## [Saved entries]
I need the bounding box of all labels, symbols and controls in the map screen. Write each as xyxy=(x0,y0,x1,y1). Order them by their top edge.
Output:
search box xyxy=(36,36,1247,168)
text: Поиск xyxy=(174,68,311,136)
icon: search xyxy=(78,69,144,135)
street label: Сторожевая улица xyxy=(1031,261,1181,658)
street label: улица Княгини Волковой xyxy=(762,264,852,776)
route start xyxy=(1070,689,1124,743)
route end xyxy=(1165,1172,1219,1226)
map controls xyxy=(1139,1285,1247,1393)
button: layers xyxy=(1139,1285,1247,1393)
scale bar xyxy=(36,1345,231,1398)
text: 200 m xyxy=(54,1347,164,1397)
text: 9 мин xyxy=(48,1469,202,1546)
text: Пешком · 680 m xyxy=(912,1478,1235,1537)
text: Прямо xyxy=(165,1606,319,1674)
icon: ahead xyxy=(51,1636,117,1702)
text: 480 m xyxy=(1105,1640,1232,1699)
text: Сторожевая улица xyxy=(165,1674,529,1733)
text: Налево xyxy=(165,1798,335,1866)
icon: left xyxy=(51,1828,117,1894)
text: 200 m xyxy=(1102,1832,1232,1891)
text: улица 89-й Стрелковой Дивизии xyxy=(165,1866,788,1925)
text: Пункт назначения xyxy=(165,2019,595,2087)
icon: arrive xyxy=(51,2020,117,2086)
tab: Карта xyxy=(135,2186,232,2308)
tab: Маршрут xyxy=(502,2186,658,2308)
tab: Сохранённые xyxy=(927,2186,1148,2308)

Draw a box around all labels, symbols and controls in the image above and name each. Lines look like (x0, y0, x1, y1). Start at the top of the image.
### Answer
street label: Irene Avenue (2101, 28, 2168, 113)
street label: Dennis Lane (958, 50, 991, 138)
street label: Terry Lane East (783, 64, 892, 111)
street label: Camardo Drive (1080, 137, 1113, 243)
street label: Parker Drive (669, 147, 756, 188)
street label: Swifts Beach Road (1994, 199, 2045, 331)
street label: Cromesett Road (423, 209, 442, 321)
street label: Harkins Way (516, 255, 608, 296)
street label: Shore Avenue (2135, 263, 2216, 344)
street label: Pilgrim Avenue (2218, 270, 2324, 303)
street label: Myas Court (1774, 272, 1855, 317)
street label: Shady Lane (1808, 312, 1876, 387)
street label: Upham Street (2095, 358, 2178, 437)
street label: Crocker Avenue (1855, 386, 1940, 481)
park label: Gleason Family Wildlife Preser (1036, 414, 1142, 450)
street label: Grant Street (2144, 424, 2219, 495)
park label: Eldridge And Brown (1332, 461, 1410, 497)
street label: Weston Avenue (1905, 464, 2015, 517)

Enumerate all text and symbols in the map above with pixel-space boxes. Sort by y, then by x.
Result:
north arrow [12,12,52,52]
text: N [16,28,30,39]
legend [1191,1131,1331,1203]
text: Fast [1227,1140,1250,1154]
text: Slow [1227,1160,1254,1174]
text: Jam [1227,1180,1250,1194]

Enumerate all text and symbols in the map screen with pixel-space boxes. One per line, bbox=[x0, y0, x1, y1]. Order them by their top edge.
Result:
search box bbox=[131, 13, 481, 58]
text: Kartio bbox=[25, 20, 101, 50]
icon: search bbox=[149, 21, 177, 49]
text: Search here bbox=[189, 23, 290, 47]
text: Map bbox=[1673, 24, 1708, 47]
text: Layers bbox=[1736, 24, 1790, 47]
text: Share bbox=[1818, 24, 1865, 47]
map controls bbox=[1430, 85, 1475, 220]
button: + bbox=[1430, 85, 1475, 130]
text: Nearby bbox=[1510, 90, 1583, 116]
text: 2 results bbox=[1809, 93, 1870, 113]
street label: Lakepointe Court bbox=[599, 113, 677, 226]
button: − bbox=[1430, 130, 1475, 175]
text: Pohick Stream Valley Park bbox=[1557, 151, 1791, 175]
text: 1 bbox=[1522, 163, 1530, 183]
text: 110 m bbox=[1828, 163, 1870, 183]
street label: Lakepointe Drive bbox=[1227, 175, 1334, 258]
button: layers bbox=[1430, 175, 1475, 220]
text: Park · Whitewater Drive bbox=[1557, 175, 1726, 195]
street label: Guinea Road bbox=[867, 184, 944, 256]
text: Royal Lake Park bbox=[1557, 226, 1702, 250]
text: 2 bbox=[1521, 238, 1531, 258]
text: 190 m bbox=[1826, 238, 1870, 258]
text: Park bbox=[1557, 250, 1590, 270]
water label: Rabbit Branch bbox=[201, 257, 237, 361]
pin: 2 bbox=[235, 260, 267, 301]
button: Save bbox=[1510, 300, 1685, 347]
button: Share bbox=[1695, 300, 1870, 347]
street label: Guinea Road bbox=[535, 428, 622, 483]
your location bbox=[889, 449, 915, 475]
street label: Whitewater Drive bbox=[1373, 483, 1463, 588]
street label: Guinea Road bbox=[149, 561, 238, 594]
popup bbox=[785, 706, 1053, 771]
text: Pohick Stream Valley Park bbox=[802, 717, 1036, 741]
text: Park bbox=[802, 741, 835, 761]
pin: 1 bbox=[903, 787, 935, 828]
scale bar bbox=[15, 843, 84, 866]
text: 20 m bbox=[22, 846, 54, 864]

## [HOW TO COMPLETE THIS TASK]
Each of the entries above should be written out again exactly.

## [RESPONSE AREA]
I need the bounding box of all labels, symbols and controls in the map screen. Write each as xyxy=(x0,y0,x1,y1). Order them by their top edge.
Output:
search box xyxy=(36,36,1247,168)
text: Поиск xyxy=(174,68,311,136)
icon: search xyxy=(78,69,144,135)
street label: Сторожевая улица xyxy=(1031,261,1181,658)
street label: улица Княгини Волковой xyxy=(762,264,852,776)
route start xyxy=(1070,689,1124,743)
route end xyxy=(1165,1172,1219,1226)
map controls xyxy=(1139,1285,1247,1393)
button: layers xyxy=(1139,1285,1247,1393)
scale bar xyxy=(36,1345,231,1398)
text: 200 m xyxy=(54,1347,164,1397)
text: 9 мин xyxy=(48,1469,202,1546)
text: Пешком · 680 m xyxy=(912,1478,1235,1537)
text: Прямо xyxy=(165,1606,319,1674)
icon: ahead xyxy=(51,1636,117,1702)
text: 480 m xyxy=(1105,1640,1232,1699)
text: Сторожевая улица xyxy=(165,1674,529,1733)
text: Налево xyxy=(165,1798,335,1866)
icon: left xyxy=(51,1828,117,1894)
text: 200 m xyxy=(1102,1832,1232,1891)
text: улица 89-й Стрелковой Дивизии xyxy=(165,1866,788,1925)
text: Пункт назначения xyxy=(165,2019,595,2087)
icon: arrive xyxy=(51,2020,117,2086)
tab: Карта xyxy=(135,2186,232,2308)
tab: Маршрут xyxy=(502,2186,658,2308)
tab: Сохранённые xyxy=(927,2186,1148,2308)

Draw a box around all labels, symbols and controls in the image above and name each. Lines look like (x0, y0, x1, y1). Start at the top of the image.
### Answer
street label: Irene Avenue (2101, 28, 2168, 113)
street label: Dennis Lane (958, 50, 991, 138)
street label: Terry Lane East (783, 64, 892, 111)
street label: Camardo Drive (1080, 137, 1113, 243)
street label: Parker Drive (669, 147, 756, 188)
street label: Swifts Beach Road (1994, 199, 2045, 331)
street label: Cromesett Road (423, 209, 442, 321)
street label: Harkins Way (516, 255, 608, 296)
street label: Shore Avenue (2135, 263, 2216, 344)
street label: Pilgrim Avenue (2218, 270, 2324, 303)
street label: Myas Court (1774, 272, 1855, 317)
street label: Shady Lane (1808, 312, 1876, 387)
street label: Upham Street (2095, 358, 2178, 437)
street label: Crocker Avenue (1855, 386, 1940, 481)
park label: Gleason Family Wildlife Preser (1036, 414, 1142, 450)
street label: Grant Street (2144, 424, 2219, 495)
park label: Eldridge And Brown (1332, 461, 1410, 497)
street label: Weston Avenue (1905, 464, 2015, 517)

Enumerate all text and symbols in the map above with pixel-space boxes. Sort by y, then by x.
Result:
north arrow [12,12,52,52]
text: N [16,28,30,39]
legend [1191,1131,1331,1203]
text: Fast [1227,1140,1250,1154]
text: Slow [1227,1160,1254,1174]
text: Jam [1227,1180,1250,1194]

Enumerate all text and symbols in the map screen with pixel-space boxes. One per line, bbox=[x0, y0, x1, y1]. Order them by their top edge.
Result:
search box bbox=[131, 13, 481, 58]
text: Kartio bbox=[25, 20, 101, 50]
icon: search bbox=[149, 21, 177, 49]
text: Search here bbox=[189, 23, 290, 47]
text: Map bbox=[1673, 24, 1708, 47]
text: Layers bbox=[1736, 24, 1790, 47]
text: Share bbox=[1818, 24, 1865, 47]
map controls bbox=[1430, 85, 1475, 220]
button: + bbox=[1430, 85, 1475, 130]
text: Nearby bbox=[1510, 90, 1583, 116]
text: 2 results bbox=[1809, 93, 1870, 113]
street label: Lakepointe Court bbox=[599, 113, 677, 226]
button: − bbox=[1430, 130, 1475, 175]
text: Pohick Stream Valley Park bbox=[1557, 151, 1791, 175]
text: 1 bbox=[1522, 163, 1530, 183]
text: 110 m bbox=[1828, 163, 1870, 183]
street label: Lakepointe Drive bbox=[1227, 175, 1334, 258]
button: layers bbox=[1430, 175, 1475, 220]
text: Park · Whitewater Drive bbox=[1557, 175, 1726, 195]
street label: Guinea Road bbox=[867, 184, 944, 256]
text: Royal Lake Park bbox=[1557, 226, 1702, 250]
text: 2 bbox=[1521, 238, 1531, 258]
text: 190 m bbox=[1826, 238, 1870, 258]
text: Park bbox=[1557, 250, 1590, 270]
water label: Rabbit Branch bbox=[201, 257, 237, 361]
pin: 2 bbox=[235, 260, 267, 301]
button: Save bbox=[1510, 300, 1685, 347]
button: Share bbox=[1695, 300, 1870, 347]
street label: Guinea Road bbox=[535, 428, 622, 483]
your location bbox=[889, 449, 915, 475]
street label: Whitewater Drive bbox=[1373, 483, 1463, 588]
street label: Guinea Road bbox=[149, 561, 238, 594]
popup bbox=[785, 706, 1053, 771]
text: Pohick Stream Valley Park bbox=[802, 717, 1036, 741]
text: Park bbox=[802, 741, 835, 761]
pin: 1 bbox=[903, 787, 935, 828]
scale bar bbox=[15, 843, 84, 866]
text: 20 m bbox=[22, 846, 54, 864]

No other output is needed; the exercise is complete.